**Stored data entries:**
+ + + +

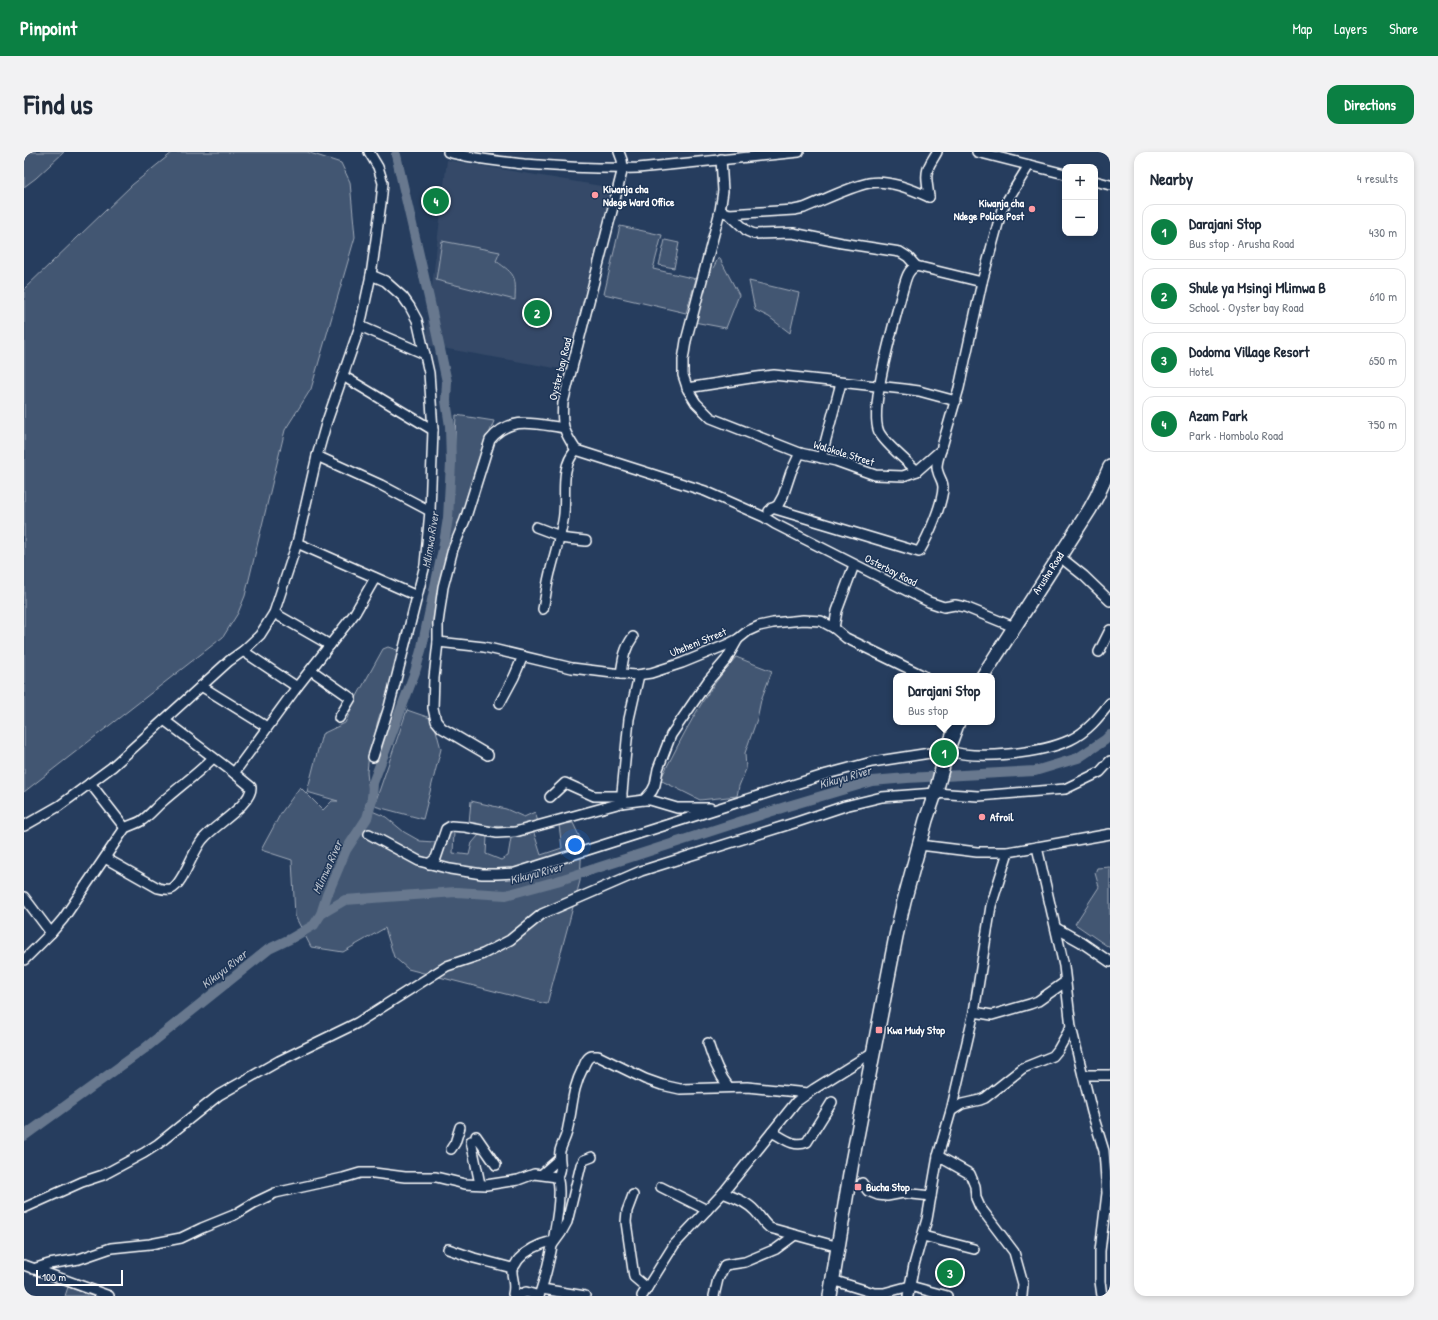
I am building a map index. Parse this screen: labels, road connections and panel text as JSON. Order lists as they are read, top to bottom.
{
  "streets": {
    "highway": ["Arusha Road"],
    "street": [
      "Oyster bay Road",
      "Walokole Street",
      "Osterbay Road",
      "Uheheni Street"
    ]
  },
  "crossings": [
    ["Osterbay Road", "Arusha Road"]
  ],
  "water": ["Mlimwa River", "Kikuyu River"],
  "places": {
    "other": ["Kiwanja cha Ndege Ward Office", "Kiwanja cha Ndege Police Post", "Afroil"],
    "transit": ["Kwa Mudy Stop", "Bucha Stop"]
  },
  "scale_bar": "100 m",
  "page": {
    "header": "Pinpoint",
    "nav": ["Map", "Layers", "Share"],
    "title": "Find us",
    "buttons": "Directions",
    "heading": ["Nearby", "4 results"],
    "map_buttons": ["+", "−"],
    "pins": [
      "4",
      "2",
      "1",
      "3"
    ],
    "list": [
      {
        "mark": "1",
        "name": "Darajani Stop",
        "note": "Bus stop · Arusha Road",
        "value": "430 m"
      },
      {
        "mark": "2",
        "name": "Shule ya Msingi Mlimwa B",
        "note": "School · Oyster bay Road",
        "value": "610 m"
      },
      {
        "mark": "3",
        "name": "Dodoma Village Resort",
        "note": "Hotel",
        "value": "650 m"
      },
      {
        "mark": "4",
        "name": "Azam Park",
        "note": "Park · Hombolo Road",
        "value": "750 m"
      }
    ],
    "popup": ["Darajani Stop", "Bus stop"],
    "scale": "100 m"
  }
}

+ + + +

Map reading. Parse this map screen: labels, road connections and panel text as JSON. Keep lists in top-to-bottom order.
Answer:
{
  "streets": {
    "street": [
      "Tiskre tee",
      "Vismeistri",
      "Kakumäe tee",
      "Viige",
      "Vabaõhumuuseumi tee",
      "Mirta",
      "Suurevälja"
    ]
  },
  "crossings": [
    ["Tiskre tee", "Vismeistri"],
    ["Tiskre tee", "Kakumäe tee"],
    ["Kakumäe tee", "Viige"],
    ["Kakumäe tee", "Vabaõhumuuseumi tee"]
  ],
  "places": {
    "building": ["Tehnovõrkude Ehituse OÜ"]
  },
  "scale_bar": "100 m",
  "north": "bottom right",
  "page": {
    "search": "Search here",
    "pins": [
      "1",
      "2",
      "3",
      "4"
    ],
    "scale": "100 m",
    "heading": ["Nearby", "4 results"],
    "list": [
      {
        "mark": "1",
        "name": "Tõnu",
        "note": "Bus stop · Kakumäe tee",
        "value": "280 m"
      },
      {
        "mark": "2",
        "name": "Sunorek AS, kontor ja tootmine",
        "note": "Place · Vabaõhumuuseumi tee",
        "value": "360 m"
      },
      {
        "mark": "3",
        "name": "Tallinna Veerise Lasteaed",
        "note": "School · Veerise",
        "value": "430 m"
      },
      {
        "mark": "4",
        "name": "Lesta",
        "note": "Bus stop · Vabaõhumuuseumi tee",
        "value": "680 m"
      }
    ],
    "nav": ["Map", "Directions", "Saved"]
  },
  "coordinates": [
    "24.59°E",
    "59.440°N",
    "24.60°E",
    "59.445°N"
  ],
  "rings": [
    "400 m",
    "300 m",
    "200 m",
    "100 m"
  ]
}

+ + + +

**What the task requires:** Match on "Mlimwa" and report each line of the data above that has it.

**Answer to the problem:**
  "water": ["Mlimwa River", "Kikuyu River"],
        "name": "Shule ya Msingi Mlimwa B",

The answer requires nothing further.